Nada más salieron las imágenes de la reunión hablé sobre ella con un grupo de amigos. Había algunos que me decían: qué listo es Trump, lo desactiva, desactiva su retórica de resistencia. No estaba nada de acuerdo. Sólo con ese encuentro quizá logró ya Mamdani salvar varias vidas de ciudadanos migrantes estadounidenses a los cuales un despliegue de la Guardia Nacional en Nueva York habría mandado a la deportación; lo hizo sin renunciar a nada y hablando abiertamente, en directo, en el Despacho Oval, sobre cómo Estados Unidos está financiando un genocidio en Gaza. Tengo la intuición, que no la certeza, de que navegar el tiempo que nos toca requiere todas estas virtudes: la firmeza en las convicciones éticas como para identificar los lugares en los que el mundo de verdad se acaba, la destreza para surfear otras olas sin convertirlas en maremotos.

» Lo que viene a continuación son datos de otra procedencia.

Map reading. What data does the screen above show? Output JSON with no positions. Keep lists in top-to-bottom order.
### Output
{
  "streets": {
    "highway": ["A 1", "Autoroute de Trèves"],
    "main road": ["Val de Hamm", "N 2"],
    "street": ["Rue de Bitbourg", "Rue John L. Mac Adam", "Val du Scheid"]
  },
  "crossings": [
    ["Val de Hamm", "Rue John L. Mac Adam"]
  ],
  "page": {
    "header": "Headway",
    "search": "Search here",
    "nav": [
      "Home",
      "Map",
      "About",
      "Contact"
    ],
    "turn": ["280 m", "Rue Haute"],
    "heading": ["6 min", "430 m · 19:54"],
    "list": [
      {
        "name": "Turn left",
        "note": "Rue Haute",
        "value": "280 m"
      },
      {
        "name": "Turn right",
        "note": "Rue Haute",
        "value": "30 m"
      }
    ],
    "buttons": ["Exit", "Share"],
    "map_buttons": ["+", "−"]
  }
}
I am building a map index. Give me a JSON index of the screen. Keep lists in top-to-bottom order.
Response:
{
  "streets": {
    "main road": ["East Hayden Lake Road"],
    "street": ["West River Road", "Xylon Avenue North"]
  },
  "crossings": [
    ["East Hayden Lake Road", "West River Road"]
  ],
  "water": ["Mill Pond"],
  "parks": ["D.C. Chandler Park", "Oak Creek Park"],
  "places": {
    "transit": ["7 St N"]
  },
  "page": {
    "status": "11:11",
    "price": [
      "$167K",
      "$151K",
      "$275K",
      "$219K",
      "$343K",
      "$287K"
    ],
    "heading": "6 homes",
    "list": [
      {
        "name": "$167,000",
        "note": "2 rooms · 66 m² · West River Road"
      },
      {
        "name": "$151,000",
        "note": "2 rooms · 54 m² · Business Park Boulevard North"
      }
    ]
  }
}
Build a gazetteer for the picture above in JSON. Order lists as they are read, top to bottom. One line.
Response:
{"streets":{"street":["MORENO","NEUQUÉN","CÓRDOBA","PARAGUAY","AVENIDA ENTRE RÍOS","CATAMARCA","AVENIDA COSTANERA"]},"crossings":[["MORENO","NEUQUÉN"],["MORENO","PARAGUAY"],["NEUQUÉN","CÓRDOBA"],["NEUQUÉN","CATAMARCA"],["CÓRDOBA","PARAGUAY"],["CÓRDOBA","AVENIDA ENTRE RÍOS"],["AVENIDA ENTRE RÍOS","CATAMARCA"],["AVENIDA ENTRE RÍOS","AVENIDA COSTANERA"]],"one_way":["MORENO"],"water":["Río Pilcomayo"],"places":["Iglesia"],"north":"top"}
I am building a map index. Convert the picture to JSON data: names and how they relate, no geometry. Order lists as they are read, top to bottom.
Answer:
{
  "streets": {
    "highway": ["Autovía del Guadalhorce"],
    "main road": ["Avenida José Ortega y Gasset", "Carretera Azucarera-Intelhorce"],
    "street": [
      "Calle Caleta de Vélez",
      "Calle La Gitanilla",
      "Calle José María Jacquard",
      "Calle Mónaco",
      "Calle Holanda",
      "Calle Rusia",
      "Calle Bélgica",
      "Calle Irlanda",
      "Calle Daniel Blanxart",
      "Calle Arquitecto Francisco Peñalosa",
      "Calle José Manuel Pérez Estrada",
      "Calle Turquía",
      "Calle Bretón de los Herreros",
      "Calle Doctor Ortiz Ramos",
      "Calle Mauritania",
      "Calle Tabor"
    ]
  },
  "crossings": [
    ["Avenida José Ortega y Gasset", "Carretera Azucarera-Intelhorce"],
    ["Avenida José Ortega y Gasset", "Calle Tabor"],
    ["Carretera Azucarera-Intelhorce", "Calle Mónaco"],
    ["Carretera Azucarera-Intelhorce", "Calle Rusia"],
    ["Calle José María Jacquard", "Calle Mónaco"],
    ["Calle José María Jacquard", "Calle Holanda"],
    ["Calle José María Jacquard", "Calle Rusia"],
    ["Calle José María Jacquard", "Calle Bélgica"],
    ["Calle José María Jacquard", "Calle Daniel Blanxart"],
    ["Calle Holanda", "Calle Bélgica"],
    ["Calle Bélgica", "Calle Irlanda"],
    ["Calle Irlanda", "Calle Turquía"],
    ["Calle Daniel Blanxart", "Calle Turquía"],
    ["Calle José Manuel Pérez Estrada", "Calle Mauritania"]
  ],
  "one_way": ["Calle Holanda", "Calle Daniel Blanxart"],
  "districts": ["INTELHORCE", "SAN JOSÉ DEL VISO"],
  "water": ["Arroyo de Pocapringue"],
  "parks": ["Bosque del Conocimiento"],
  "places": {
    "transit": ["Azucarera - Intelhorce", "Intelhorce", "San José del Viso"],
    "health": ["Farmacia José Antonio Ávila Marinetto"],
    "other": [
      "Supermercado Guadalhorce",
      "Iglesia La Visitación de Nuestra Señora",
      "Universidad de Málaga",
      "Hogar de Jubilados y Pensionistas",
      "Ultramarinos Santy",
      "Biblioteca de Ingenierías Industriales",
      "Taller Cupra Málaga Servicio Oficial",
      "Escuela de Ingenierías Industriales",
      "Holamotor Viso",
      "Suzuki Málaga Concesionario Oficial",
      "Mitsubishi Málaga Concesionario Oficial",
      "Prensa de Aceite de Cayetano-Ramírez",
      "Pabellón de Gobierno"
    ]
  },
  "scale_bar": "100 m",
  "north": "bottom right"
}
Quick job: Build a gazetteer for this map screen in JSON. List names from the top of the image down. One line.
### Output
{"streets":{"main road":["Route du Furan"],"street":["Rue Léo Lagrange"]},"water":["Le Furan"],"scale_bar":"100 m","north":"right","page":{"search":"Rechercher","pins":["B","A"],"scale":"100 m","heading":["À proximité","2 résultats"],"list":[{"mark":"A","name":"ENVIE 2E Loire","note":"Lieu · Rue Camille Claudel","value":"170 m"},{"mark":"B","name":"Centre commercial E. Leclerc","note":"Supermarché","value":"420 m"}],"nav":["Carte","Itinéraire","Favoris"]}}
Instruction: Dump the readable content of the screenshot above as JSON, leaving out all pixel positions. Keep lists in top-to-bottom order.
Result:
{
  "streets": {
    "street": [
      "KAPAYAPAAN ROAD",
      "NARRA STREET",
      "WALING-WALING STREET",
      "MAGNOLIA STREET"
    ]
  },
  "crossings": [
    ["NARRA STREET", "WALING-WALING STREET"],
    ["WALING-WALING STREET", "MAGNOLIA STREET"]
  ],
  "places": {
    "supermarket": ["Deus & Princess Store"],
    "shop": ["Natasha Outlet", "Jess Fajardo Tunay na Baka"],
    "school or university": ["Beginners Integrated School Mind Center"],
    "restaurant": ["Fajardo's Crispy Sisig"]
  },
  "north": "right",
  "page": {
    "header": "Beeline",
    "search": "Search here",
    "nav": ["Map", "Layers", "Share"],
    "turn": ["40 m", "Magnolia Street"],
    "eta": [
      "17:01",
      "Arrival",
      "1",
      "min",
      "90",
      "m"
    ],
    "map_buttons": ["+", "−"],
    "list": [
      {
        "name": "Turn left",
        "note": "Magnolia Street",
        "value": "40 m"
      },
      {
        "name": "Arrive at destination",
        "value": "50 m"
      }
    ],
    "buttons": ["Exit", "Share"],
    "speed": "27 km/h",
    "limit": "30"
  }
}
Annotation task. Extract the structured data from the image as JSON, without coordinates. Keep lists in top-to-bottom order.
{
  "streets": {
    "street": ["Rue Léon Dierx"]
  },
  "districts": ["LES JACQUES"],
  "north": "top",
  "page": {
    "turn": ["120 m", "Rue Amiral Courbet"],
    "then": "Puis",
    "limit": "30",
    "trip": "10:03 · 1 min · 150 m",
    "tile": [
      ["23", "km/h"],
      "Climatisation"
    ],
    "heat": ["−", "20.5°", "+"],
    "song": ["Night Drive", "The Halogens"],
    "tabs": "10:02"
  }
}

Lo contrario es que, de tanto repetir que el fin del mundo llega cada lunes, nadie acabe oyendo a la izquierda cuando llegue de verdad, cuando lo peor de lo posible llegue un día. Y hay muchas semillas en el mundo de lo peor de lo posible. Hasta que alguien me convenza de lo contrario —estoy abierta—, intuyo que deberíamos ser capaces de mirar el mundo con prudencia elástica.